* _What is expected_: Those lines of the following listing which contain the string "החשמונאים" should be returned.

* _Records_:
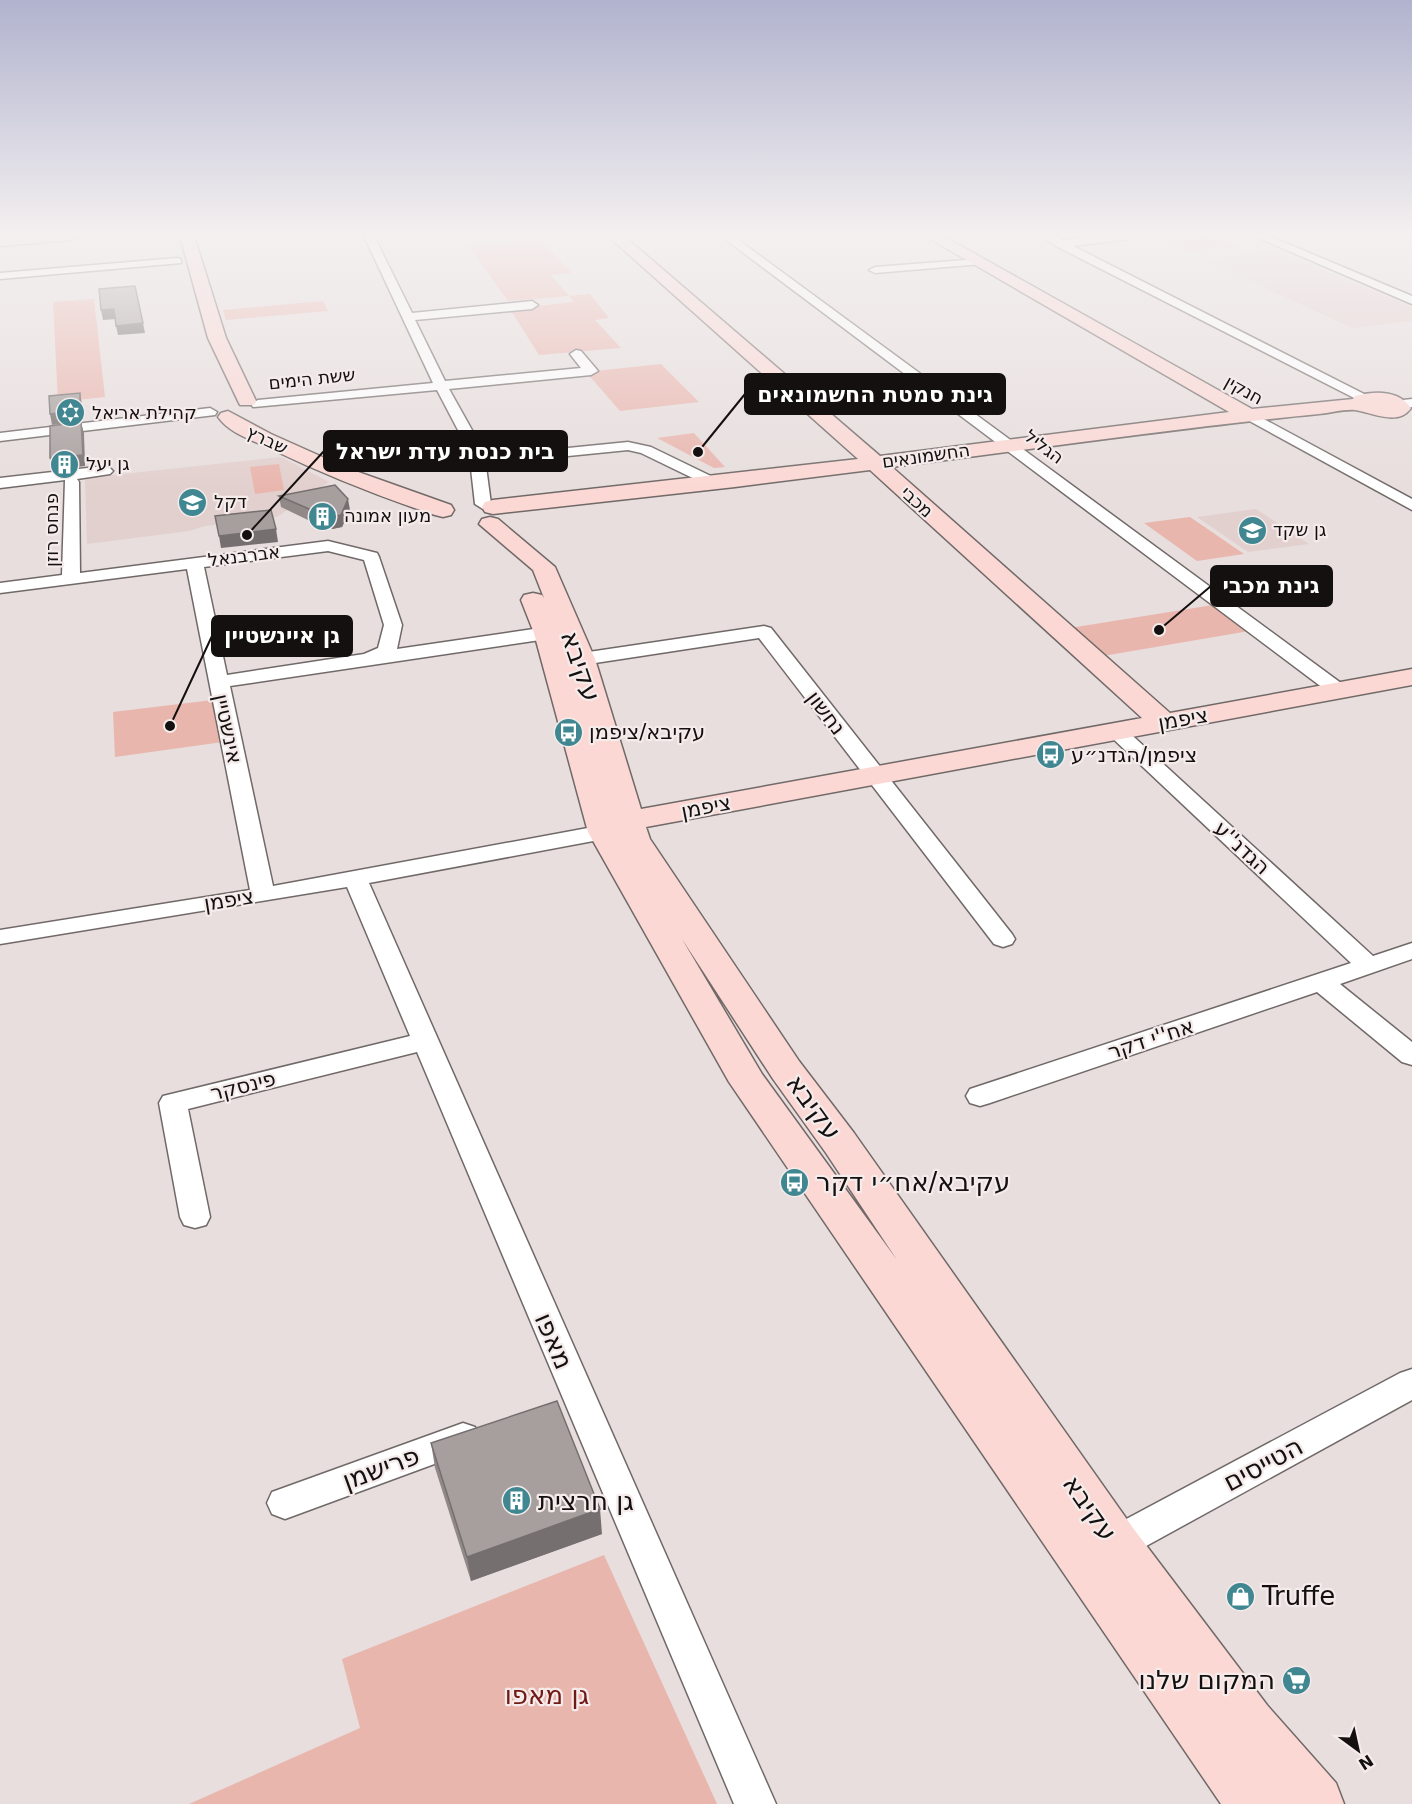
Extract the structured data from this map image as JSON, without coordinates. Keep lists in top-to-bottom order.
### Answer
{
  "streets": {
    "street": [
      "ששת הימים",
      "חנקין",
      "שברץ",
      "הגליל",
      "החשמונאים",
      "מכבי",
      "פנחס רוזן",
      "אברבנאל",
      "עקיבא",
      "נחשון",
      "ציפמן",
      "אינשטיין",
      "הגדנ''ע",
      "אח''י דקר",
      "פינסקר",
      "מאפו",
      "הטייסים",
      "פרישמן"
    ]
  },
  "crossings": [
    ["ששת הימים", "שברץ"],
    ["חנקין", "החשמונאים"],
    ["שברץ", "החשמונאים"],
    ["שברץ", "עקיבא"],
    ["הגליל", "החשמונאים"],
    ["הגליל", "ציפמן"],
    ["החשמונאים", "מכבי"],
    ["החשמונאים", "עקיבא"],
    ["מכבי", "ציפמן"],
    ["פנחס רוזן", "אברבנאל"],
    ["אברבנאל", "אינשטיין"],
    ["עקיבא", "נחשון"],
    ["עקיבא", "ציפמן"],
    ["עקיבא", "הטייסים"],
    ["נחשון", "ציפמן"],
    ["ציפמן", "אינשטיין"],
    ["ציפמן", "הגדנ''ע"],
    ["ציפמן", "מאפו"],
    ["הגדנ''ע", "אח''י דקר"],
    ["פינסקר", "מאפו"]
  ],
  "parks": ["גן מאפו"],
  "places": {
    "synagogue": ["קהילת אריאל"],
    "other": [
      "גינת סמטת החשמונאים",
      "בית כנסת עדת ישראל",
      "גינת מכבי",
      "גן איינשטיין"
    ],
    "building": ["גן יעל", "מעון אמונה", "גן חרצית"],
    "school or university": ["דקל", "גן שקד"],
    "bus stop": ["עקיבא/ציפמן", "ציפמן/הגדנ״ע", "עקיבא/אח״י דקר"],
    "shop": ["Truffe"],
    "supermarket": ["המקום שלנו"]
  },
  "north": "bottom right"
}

* _Result of this task_:
      "החשמונאים",
    ["חנקין", "החשמונאים"],
    ["שברץ", "החשמונאים"],
    ["הגליל", "החשמונאים"],
    ["החשמונאים", "מכבי"],
    ["החשמונאים", "עקיבא"],
      "גינת סמטת החשמונאים",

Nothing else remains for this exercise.